Глава тридцать девятая

Музыкальные свойства кандалов и пеней

ежду тем гомон на площади катился ближе, ясно было уже, что ведут и идут сюда. Сидельцы примолкли, звякнула цепь, и кто-то отчётливо сказал:

— Подрез.

Дмитрий Подрез-Плещеев. В этом не было неожиданности хотя бы уже потому, что неожиданность только и отвечала Федькиному нетерпению.

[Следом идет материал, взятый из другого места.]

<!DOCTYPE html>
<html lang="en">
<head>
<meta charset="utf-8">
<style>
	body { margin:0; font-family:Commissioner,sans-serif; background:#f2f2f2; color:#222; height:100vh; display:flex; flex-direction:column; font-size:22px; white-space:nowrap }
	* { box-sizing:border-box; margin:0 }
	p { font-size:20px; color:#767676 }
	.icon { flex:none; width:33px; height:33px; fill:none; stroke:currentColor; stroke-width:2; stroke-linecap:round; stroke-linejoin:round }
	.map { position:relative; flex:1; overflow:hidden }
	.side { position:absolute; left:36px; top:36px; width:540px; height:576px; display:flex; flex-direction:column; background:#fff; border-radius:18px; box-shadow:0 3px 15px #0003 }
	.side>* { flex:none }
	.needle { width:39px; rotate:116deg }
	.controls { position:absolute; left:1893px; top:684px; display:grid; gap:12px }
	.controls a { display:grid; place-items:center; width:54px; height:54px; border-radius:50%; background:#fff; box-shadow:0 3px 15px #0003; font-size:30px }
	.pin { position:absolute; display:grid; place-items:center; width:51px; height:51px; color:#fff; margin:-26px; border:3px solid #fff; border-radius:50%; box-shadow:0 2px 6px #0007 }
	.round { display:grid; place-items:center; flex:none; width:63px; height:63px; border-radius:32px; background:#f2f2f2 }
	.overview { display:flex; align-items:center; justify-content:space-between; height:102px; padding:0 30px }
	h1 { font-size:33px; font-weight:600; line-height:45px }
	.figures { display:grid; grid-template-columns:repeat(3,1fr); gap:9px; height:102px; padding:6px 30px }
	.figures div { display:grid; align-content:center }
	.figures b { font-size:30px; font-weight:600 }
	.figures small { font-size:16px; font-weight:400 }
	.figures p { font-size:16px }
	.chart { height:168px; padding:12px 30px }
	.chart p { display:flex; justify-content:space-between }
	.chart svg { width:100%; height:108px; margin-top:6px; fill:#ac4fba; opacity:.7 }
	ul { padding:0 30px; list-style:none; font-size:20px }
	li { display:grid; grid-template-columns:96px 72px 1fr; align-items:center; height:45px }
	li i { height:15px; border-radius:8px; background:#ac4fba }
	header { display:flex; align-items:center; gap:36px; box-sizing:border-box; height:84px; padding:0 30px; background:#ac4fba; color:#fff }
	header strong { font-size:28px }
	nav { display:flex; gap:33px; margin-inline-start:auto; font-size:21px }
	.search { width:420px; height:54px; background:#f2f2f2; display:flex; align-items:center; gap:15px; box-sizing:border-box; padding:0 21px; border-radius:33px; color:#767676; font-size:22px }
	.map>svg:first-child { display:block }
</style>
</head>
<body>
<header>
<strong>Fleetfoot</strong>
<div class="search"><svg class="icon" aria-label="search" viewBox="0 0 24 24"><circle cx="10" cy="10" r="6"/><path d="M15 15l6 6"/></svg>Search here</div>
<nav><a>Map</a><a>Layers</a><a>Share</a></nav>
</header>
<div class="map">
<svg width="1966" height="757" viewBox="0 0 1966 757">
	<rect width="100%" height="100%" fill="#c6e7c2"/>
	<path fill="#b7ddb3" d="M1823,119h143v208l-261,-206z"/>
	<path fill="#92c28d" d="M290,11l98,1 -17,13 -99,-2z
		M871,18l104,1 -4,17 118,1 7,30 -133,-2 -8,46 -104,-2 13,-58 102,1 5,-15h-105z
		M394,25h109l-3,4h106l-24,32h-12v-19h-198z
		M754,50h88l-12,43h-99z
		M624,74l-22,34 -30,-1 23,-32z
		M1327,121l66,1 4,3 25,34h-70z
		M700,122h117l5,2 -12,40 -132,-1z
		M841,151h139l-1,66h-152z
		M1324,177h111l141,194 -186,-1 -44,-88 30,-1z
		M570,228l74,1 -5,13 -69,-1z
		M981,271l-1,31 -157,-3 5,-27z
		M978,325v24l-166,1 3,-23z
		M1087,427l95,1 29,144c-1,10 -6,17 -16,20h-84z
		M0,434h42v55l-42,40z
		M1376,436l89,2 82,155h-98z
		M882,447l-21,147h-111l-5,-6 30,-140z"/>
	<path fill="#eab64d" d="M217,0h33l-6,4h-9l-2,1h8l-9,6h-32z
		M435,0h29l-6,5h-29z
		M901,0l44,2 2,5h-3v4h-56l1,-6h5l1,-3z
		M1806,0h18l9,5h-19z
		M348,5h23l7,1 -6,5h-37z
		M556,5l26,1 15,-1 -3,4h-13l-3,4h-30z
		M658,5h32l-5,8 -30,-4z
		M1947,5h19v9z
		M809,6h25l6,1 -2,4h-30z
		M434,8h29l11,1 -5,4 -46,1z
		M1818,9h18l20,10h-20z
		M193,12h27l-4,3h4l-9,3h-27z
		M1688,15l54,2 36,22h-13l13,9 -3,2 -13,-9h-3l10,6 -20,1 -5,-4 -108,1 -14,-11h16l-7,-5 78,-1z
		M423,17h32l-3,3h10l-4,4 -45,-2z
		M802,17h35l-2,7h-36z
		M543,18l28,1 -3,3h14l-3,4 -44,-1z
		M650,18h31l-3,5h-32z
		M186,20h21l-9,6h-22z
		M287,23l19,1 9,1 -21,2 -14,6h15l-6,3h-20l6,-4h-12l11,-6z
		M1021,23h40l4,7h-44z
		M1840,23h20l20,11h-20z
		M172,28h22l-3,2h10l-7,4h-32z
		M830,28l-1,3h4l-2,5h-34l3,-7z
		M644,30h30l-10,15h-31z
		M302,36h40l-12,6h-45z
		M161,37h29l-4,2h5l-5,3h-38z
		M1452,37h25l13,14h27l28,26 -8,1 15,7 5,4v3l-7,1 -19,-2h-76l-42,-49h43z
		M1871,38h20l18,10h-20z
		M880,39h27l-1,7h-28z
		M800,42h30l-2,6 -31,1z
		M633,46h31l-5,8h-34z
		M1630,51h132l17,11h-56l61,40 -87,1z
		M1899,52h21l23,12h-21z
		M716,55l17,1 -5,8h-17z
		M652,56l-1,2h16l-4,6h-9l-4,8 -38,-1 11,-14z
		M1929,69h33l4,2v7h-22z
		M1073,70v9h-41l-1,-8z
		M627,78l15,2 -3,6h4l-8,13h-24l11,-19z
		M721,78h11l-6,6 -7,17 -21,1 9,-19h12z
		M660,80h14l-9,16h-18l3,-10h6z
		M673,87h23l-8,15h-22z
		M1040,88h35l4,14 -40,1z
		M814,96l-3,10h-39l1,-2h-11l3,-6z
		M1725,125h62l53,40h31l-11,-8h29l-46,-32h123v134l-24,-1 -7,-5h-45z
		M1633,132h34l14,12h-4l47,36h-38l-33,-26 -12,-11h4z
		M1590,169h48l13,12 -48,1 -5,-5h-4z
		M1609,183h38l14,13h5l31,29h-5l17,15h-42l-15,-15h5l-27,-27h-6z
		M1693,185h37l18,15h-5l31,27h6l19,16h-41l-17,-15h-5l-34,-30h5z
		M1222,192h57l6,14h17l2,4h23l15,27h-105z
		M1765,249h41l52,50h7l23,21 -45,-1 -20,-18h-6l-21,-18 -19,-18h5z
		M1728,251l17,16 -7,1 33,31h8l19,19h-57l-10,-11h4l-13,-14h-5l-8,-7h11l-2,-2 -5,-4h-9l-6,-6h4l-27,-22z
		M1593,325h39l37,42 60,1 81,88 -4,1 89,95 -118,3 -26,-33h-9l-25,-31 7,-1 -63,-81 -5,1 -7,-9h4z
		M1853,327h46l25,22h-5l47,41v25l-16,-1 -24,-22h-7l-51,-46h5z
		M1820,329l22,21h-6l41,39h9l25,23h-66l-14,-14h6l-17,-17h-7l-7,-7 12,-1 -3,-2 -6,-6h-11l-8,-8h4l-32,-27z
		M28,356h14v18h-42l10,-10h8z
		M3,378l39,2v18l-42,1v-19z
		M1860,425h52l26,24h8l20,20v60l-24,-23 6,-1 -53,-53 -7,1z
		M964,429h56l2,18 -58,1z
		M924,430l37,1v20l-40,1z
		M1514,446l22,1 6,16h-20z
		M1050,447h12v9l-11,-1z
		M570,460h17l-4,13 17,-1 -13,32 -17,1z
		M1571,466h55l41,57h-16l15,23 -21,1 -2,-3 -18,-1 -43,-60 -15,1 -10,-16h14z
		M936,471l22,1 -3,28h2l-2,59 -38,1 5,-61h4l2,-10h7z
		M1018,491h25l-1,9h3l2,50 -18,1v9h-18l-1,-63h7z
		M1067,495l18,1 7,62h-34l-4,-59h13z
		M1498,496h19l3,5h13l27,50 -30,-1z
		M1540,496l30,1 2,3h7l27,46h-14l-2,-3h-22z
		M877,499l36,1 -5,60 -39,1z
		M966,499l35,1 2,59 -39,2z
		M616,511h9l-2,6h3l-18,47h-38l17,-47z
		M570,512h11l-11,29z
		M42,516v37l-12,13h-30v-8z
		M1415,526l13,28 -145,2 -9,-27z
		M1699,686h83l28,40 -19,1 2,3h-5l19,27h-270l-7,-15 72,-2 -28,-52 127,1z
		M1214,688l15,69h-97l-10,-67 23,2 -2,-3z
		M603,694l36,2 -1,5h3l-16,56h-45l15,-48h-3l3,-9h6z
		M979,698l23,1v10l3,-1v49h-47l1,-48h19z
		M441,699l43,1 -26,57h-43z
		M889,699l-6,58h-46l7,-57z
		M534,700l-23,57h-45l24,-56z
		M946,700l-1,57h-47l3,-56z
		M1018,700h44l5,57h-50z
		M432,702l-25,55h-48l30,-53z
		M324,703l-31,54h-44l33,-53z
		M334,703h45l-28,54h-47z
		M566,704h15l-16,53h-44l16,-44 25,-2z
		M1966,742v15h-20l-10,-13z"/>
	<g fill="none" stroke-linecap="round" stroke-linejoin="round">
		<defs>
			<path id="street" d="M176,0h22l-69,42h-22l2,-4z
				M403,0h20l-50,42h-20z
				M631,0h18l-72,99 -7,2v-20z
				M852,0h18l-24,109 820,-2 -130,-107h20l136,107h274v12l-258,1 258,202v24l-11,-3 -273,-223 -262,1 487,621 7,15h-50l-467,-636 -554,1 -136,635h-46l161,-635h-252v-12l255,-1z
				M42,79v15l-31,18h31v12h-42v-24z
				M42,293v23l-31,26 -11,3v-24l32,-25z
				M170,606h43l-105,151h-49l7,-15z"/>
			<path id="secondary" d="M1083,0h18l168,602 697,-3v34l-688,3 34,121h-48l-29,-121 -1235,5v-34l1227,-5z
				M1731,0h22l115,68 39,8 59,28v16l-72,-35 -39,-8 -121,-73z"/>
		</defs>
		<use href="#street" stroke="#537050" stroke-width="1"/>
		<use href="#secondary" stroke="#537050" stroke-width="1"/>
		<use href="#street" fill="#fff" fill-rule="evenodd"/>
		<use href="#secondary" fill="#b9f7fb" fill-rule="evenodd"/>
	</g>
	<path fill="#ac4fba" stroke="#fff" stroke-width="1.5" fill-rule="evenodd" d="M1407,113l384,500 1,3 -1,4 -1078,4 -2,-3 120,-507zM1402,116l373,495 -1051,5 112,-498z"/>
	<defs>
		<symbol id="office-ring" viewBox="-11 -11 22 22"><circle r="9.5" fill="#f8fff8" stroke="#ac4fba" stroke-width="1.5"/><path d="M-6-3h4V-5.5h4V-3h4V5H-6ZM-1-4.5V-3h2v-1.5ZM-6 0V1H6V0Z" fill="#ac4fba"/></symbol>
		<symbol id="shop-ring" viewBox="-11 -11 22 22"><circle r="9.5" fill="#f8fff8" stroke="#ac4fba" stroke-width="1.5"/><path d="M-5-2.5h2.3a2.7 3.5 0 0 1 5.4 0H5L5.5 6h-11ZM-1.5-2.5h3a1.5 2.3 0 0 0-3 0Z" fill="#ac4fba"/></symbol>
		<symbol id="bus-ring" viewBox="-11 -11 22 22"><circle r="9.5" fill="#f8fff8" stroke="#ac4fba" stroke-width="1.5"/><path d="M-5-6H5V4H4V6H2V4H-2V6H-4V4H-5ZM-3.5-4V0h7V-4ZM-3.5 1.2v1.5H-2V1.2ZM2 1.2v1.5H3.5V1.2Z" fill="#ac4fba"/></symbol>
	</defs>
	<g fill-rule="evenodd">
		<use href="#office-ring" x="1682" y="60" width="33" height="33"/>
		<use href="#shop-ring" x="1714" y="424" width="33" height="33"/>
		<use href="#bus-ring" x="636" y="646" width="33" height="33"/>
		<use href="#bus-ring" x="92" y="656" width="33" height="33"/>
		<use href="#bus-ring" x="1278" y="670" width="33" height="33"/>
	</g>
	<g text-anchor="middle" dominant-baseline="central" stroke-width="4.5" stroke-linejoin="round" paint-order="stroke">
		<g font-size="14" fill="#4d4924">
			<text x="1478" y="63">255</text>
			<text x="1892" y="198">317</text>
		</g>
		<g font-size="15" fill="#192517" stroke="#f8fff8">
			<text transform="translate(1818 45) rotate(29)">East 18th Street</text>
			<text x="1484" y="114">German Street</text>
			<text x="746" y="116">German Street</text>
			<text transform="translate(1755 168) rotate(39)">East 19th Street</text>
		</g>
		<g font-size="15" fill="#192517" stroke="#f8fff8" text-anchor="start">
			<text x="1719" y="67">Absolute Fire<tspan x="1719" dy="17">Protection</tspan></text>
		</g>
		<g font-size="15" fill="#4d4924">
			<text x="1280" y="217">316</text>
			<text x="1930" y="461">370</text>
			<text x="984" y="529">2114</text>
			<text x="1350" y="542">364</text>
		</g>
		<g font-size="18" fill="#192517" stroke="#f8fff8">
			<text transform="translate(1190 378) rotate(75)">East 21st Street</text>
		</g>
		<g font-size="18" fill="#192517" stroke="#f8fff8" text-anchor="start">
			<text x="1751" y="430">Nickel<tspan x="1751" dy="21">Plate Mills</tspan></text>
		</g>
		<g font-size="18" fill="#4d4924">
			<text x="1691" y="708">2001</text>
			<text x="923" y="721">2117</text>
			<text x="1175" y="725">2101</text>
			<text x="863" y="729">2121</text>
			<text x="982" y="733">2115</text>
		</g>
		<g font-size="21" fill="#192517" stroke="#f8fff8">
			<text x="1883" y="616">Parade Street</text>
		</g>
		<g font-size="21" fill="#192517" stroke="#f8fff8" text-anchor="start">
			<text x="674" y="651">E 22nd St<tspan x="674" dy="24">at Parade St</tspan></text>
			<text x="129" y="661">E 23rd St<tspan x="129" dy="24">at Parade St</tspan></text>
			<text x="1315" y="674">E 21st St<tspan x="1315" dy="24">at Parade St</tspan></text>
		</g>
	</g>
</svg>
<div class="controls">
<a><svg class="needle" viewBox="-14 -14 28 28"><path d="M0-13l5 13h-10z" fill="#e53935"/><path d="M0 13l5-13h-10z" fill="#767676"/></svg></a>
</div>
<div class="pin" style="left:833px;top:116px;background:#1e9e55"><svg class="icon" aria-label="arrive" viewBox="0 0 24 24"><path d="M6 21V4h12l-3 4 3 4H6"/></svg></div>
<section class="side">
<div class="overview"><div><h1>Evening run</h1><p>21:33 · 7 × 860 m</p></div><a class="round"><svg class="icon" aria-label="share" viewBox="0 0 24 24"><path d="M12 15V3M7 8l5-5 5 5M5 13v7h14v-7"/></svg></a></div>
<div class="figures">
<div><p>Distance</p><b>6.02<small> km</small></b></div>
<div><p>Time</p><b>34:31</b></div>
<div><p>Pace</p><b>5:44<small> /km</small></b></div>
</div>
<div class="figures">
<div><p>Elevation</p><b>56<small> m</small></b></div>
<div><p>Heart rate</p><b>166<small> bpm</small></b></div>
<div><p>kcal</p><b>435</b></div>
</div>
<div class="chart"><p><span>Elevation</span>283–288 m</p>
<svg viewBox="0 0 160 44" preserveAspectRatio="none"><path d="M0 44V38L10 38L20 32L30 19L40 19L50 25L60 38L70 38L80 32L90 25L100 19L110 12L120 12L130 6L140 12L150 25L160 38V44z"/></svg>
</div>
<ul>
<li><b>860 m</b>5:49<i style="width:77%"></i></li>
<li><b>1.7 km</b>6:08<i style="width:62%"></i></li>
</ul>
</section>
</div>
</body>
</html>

И всё же блудливая личность ссыльного патриаршего стольника плохо сопрягалась с переживаниями людской громады. Был ли Подрез-Плещеев тем самым человеком, которого ведут?

Приближаясь, шум не усиливался, а спадал, и тишина настала почти осязаемая, когда люди за стенами тюрьмы ступили на лестницу. Можно было различить не то что скрип ступеней, но, чудилось, и дыхание поднимавшихся. Остановились. Ясно и близко заговорил Подрез. Он вещал для всей площади, с надрывом, но Федька и в этом, искажённом, голосе узнавала богатые, с бархатными переливами интонации игрока, которые Подрез употреблял даже в обыденном разговоре, что уж там говорить про торжественный случай, когда являлись на свет кости!

— Знаете ли вы меня? — самозабвенно возгласил Подрез.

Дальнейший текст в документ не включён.